Moving forward, Microsoft Research will take what “we learned from companies like Molplex and [from] building community-based data collections and services” and will apply these lessons to genomics projects, he said.

“There is a lot of high-quality genomic information that people need and use in the [Protein Databank] and the [Short Read Archive] and a number of these data collections … We are going to host a lot of that stuff on the cloud,” he said.

In addition, “[we want] to put the community tools that people really use out there on the cloud with really good web or app interfaces,” he said.

The goal for its next round of projects is “to reach out to the scientists that are not necessarily going to be … cloud programmers,” he said. Instead, “we want to reach the people who need to get their science done.”

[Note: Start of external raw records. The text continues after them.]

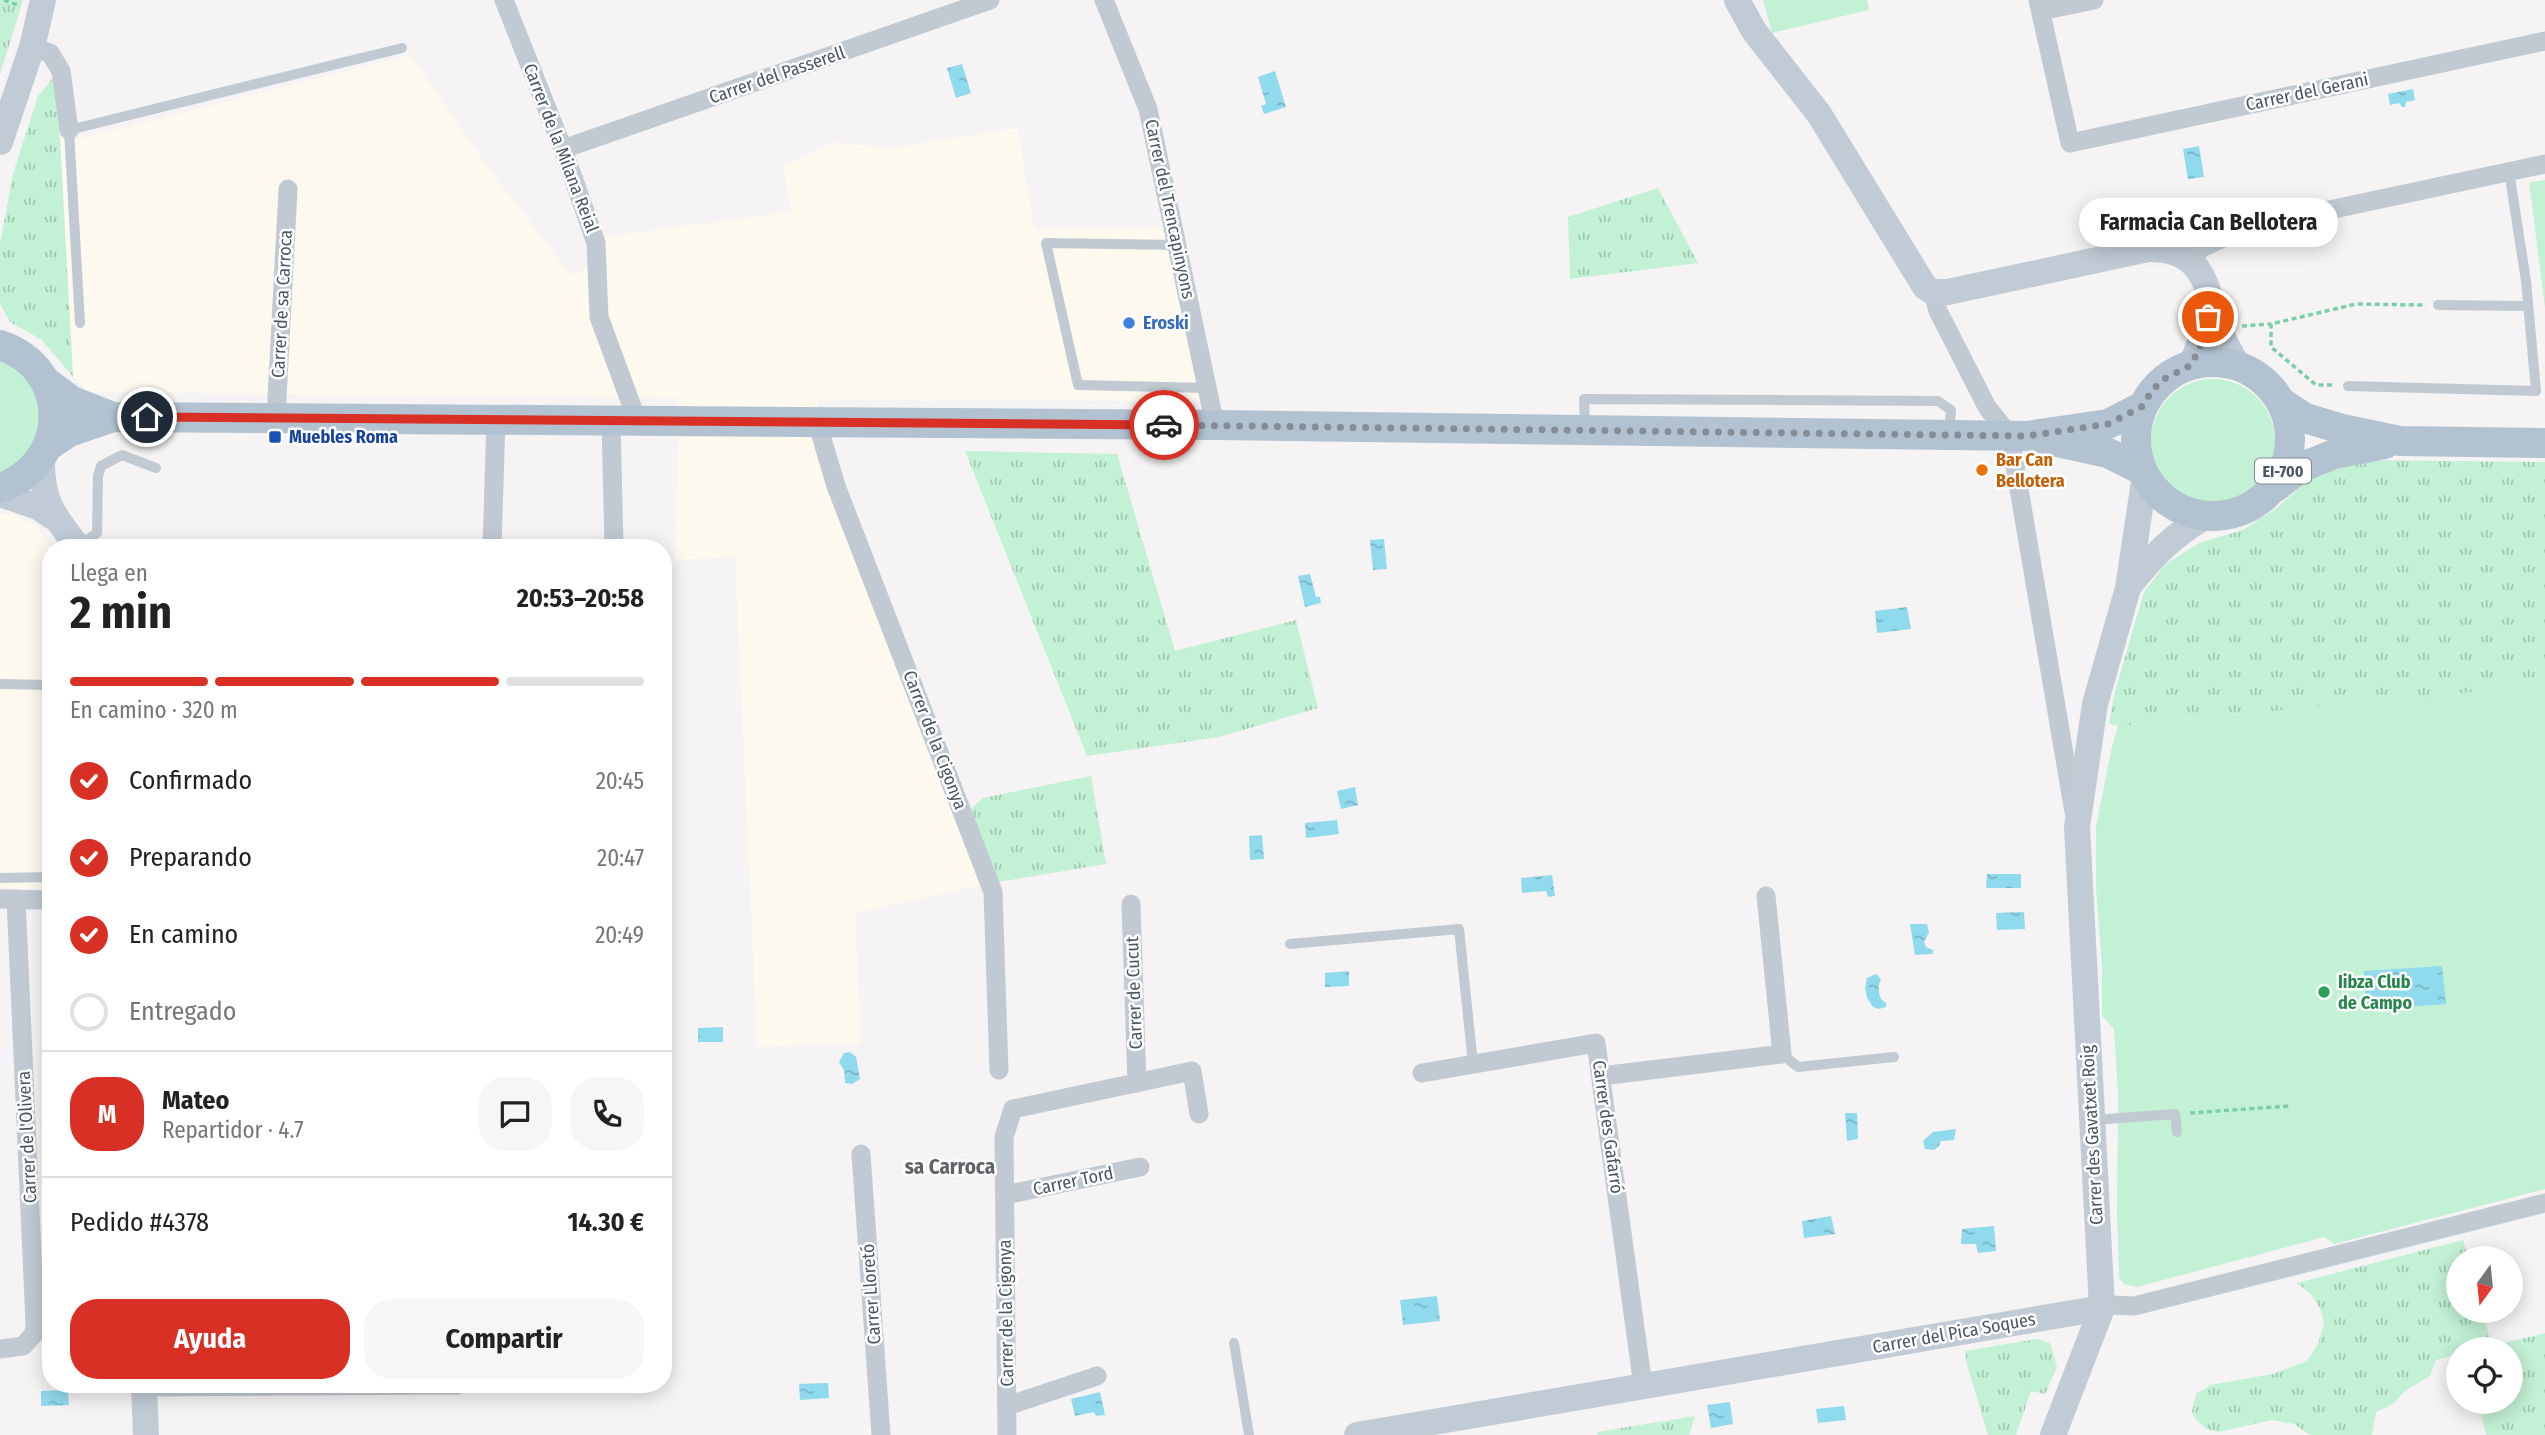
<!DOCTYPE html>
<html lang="es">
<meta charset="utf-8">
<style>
:root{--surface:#fff;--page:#f6f6f6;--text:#222;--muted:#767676;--line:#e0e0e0;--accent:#d93025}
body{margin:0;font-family:"Fira Sans Condensed",sans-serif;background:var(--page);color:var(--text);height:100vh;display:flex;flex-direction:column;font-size:26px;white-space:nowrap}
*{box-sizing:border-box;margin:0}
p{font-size:23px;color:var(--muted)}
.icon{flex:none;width:38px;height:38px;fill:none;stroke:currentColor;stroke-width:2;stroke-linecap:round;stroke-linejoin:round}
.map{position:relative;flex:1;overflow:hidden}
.drawer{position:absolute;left:42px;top:539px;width:630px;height:854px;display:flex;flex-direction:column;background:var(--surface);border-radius:28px;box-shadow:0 4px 18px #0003}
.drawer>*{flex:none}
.needle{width:46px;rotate:195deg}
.fabs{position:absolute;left:2446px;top:1246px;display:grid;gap:14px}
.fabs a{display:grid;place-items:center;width:77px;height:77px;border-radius:50%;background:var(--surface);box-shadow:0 4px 18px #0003;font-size:35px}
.pin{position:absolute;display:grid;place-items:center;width:60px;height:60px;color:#fff;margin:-30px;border:4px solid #fff;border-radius:50%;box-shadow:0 2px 7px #0007}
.courier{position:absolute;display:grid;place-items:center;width:70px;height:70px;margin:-35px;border:5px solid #d93025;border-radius:50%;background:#fff;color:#222;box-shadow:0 2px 9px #0007}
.bubble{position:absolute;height:49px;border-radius:24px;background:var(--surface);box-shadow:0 4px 18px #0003;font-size:23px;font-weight:700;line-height:49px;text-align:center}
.summary em{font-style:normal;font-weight:700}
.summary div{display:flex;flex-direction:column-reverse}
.summary{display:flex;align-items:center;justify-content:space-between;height:119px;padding:0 28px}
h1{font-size:46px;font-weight:700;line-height:52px}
.bar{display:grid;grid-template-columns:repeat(4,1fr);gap:10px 7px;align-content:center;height:84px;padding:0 28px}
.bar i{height:9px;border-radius:5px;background:var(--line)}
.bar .current{background:var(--accent)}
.bar p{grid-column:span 4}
.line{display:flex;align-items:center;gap:18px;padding:0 28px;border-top:2px solid var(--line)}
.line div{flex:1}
.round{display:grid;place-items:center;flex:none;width:74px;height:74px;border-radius:28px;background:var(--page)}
ol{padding:0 28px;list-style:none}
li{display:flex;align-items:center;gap:21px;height:77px}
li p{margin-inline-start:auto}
li .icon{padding:7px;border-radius:50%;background:var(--accent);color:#fff;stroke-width:4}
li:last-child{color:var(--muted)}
li i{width:38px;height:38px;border:4px solid var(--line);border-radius:50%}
.cta{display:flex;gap:14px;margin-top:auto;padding:14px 28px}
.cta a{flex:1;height:80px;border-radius:28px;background:var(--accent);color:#fff;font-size:28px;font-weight:700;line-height:80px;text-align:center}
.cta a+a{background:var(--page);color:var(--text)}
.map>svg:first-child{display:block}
</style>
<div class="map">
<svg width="2545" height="1435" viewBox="0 0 2545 1435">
<defs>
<pattern id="grass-tufts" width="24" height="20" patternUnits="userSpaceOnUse" patternTransform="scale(1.75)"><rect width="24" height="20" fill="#c3f1d5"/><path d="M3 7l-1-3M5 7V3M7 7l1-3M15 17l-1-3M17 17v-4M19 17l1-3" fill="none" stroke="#a0c6b0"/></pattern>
<pattern id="water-ripples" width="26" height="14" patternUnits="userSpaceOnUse" patternTransform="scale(1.75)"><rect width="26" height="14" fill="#90daee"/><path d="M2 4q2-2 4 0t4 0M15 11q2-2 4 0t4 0" fill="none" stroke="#78b4c4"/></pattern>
</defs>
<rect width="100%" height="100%" fill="#f5f3f3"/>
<path fill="#fdf9ef" d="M410,55L489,169L571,275L585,269L602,237L791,212L783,167L834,142L891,148L1018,128L1034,230L1162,227L1200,401L817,400L822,464L981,885L855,913L861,1043L757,1047L735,557L675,560L679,398L89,392L73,377L60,139L74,140Z
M0,514H11L34,525L54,548H51V889L0,888Z"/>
<path fill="url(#grass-tufts)" d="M0,0H23L0,74Z
M54,77L60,139L73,377L42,340L10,322L0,304V244L13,174L38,96Z
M1658,188L1698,263L1570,279L1568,217Z
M965,451L1117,454L1175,651L1296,620L1318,708L1219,737L1087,756Z
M2358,460L2545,462V685L2118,726L2109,724L2114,695L2144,592L2165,565L2199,543L2243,530L2277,508L2321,468Z
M1091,776L1106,864L998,882L970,810L983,798Z
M2463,1240L2468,1258H2459V1311H2482L2492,1346L2545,1333V1435H2486L2478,1402H2511V1349H2459V1354L2436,1360L2430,1376L2405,1391L2393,1404L2376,1412L2372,1435H2310L2294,1424L2272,1420L2219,1432L2207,1429L2196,1420L2192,1412L2196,1394L2210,1385L2273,1374L2307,1361L2318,1344L2324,1324L2321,1310L2311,1294L2297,1283Z
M2037,1339L2050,1343L2057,1367L2045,1394L2031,1391L2016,1435H1988L1967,1365L1965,1351Z
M1695,1416L1689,1435H1598L1597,1432Z"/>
<path fill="#c3f1d5" d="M1763,0H1867L1869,10L1772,33Z
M2545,180V308L2529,182Z
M0,359L9,362L37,391L41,430L20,464L0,474Z
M2151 441a62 62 0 1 1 124 0a62 62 0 1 1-124 0Z
M2545,685V1189L2334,1244L2324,1237L2137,1287L2124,1284L2119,1278L2117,1213L2118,1095L2114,1029L2102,1016V967L2096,889V827L2111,751L2118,726Z"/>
<path fill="url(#water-ripples)" d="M962,64L971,93L956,98L947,68Z
M1275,71L1286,107L1264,114L1261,106L1266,104L1258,77Z
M2413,89L2415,100L2406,102L2405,107H2402L2399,103L2390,105L2388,94Z
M2199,146L2204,177L2188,179L2183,149Z
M1384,539L1387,569L1373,570L1370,540Z
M1310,574L1316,597H1320L1321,603L1305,607L1298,576Z
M1907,607L1911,629L1877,633L1875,611Z
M1355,787L1358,805L1341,809L1337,791Z
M1337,820L1339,834L1306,838L1305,823Z
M1262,835L1264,859L1250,860L1249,836Z
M1987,874H2021V888H1986Z
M1552,875L1555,896L1548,897L1546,891L1522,893L1521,878Z
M2024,912L2025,929L1997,930L1996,913Z
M1910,924H1927L1929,932L1924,942L1926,947L1933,950V954L1915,955Z
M2442,966L2446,1004L2366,1010L2364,971Z
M1349,971V986L1325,987V973Z
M1876,974L1881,979C1877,987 1878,999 1886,1003V1007L1879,1009L1873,1007L1867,998L1865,988L1867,978Z
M723,1027V1042H698V1028Z
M850,1052L856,1057L860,1079L852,1084L845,1083L844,1070L839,1062L844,1053Z
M1845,1113H1857L1858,1139L1847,1141Z
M1956,1129L1954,1140L1941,1141L1939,1146L1934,1150L1925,1149L1923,1141L1933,1132Z
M1831,1216L1835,1234L1804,1238L1802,1221Z
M1994,1226L1996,1251L1978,1253L1976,1244H1961L1962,1229Z
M1437,1296L1440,1321L1403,1325L1400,1300Z
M828,1383L829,1398L800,1400L799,1384Z
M68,1390L69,1405L41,1406V1391Z
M1100,1392L1105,1415L1096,1416L1094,1412L1075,1416L1071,1399Z
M1730,1402L1733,1424L1711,1428L1707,1405Z
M1844,1406L1846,1420L1818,1423L1816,1409Z"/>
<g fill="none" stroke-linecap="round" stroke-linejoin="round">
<path stroke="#7ad0a6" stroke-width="3.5" stroke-dasharray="5 3.5" stroke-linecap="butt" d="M4,0L18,5
M2242,326L2271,324
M2332,385H2316L2271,347V324L2356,304L2426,305
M2190,1113L2289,1106"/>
<path stroke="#c1cad2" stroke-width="10" d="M1177,245L1046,243L1078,385L1208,388
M2438,305L2528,306
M80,323L69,130L402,48
M2348,386L2536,391L2526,281L2509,171
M1585,428L1584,399L1938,401L1951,410L1949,431
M79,546L97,533L98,476L101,466L122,455L156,468
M0,684L51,685
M0,878L51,877
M1290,944L1459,929L1473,1064
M1782,1054L1798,1067L1894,1057
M2093,1120L2175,1114L2177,1132
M1234,1343L1249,1435"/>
<path stroke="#c1cad2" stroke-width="19" d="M504,0L563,149L596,243L599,317L637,420
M1104,0L1148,109L1215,425
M2038,0L2070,143L2545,41
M2041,11L2094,0
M32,47L50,53L61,71L69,130
M563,149L990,0
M2189,260L2202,248L2245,228L2545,164
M1933,292L1938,311L1987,407L2010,436L2074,812
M276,418L288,189
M611,420L614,548
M817,422L836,486L993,892L999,1070
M492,548L496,419
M0,899L51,900
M1131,904L1137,1083
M1422,1073L1596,1043L1643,1386
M1601,1076L1782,1054L1766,896
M861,1154L881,1435
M1005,1195L1140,1167
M2102,1308L2112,1305L2134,1306L2545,1203
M0,1349L23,1346L34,1334L35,1323L16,899
M144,1387L457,1385
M1007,1406L1097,1376
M1007,1435L1004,1137L1013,1109L1192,1071L1199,1114"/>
<path stroke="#c1cbd6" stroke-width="26" d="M1737,0L1754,31L1819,114L1925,287L1933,292H1948L2148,249C2205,248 2206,287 2220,331C2225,343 2231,354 2238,365
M0,142L32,47L43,0
M2191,365L2204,333L2212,303
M42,458C41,501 53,515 79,548
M0,494L38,507L56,519
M2129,586C2153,556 2172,536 2206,516
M144,1384L146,1435
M1357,1435L2102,1308
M2053,1435L2102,1308L2077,827L2095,704L2128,588L2145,475"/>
<path stroke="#b3c2d1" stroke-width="30" d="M0,345C72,369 71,463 0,488
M2136 439a77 77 0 1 1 154 0a77 77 0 1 1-154 0Z
M45,381L72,401L113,417
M2281,402L2305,418L2342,429L2400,441L2545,443
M2044,439L2108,453L2142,470
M48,446L69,432L113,417L1215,425L2027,436L2108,424L2143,406
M2274,488L2300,468L2334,454L2385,444"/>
</g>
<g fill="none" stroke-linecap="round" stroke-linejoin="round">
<path stroke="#868d94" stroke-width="7" stroke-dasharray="0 12.6" d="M1164,425L2027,436L2108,424L2143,406L2151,392L2162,380L2191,365L2199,349L2208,317"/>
<path stroke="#d93025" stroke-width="9" d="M147,417L1164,425"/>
</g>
<circle fill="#3f7fe0" stroke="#fff" stroke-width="2.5" cx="1129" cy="323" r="7"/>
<rect fill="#1a4fb4" stroke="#fff" stroke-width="2.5" x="268" y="430" width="14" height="14" rx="3.5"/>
<circle fill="#e8710a" stroke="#fff" stroke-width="2.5" cx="1982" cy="470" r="7"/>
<circle fill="#2e9e5b" stroke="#fff" stroke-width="2.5" cx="2324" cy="992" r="7"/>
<g text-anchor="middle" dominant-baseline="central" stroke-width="5" stroke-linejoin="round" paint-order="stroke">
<rect fill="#fff" stroke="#808990" stroke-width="2" x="2255" y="458.5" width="56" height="25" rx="5"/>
<g font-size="16" font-weight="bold" fill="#4a5661">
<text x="2283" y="471">EI-700</text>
</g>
<g font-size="18" fill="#4a5661" stroke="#fff">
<text transform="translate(777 75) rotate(-19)">Carrer del Passerell</text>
<text transform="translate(2307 92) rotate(-12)">Carrer del Gerani</text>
<text transform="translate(561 148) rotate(69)">Carrer de la Milana Reial</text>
<text transform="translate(1170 209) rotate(78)">Carrer del Trencapinyons</text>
<text transform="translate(282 304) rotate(-87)">Carrer de sa Carroca</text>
<text transform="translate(935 740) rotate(69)">Carrer de la Cigonya</text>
<text transform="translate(1134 993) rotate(-92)">Carrer de Cucut</text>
<text transform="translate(1608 1127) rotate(82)">Carrer des Gafarró</text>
<text transform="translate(2092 1135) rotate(-93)">Carrer des Gavatxet Roig</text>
<text transform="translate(27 1137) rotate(-93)">Carrer de l'Olivera</text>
<text transform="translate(1073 1181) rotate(-12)">Carrer Tord</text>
<text transform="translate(871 1294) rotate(-94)">Carrer Lloretó</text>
<text transform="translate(1006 1313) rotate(-91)">Carrer de la Cigonya</text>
<text transform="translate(1954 1333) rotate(-10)">Carrer del Pica Soques</text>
</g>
<g font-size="18" font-weight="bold" fill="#366cbe" stroke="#fff" text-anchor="start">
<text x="1143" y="323">Eroski</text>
</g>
<g font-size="18" font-weight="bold" fill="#164399" stroke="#fff" text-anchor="start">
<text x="289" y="437">Muebles Roma</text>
</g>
<g font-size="18" font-weight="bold" fill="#c56008" stroke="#fff" text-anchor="start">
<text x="1996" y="460">Bar Can<tspan x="1996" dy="21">Bellotera</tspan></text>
</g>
<g font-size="18" font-weight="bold" fill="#27864d" stroke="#fff" text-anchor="start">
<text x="2338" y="982">Iibza Club<tspan x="2338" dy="21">de Campo</tspan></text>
</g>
<g font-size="21" font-weight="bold" fill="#5f6368" stroke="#fff">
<text x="950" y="1167">sa Carroca</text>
</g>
</g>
</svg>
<div class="fabs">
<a><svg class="needle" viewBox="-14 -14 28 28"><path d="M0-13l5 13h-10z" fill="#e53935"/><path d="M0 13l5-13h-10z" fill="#767676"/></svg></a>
<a><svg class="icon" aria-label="locate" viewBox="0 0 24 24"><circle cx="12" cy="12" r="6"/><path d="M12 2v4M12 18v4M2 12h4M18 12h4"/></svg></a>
</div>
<div class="pin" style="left:2208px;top:317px;background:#ea580c"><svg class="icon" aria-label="bag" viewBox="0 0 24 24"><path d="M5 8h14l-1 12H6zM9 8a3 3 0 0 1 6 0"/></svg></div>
<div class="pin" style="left:147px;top:417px;background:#1f2937"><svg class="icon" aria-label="home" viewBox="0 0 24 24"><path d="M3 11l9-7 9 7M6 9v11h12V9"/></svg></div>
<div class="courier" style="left:1164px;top:425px"><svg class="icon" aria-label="car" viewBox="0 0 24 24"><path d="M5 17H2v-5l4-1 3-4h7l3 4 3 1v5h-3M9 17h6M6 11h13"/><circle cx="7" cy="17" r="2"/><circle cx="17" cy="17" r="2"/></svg></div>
<div class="bubble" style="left:2079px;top:198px;width:259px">Farmacia Can Bellotera</div>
<section class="drawer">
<div class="summary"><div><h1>2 min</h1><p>Llega en</p></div><em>20:53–20:58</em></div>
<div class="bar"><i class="current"></i><i class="current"></i><i class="current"></i><i></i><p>En camino · 320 m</p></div>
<ol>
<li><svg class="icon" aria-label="check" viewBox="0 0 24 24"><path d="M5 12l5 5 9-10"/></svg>Confirmado<p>20:45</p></li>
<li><svg class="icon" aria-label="check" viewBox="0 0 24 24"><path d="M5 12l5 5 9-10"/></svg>Preparando<p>20:47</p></li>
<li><svg class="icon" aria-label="check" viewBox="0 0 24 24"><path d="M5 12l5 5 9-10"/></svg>En camino<p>20:49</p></li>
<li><i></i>Entregado</li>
</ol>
<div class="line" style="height:126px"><b class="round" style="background:var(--accent);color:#fff">M</b><div><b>Mateo</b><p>Repartidor · 4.7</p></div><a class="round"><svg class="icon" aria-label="chat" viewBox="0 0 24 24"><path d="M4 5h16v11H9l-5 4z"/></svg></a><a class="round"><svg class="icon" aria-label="phone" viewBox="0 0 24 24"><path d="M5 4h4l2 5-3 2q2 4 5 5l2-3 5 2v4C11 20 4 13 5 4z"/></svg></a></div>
<div class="line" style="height:91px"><div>Pedido #4378</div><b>14.30 €</b></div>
<div class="cta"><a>Ayuda</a><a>Compartir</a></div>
</section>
</div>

For this next step, the group is partnering with researchers at Newcastle University who have built a software-as-a-service platform called e-science Central, a cloud-based data-analysis tool that Gannon said is currently being used in drug discovery but is being extended to work with genomics data.

Gannon also said that his group is working with scientists at the Technical University of Valencia, who are “gathering together different community tools” that will run on the Azure platform.

Microsoft Research is also seeking to forge partnerships with other science funding bodies such as the National Institutes of Health, Gannon said.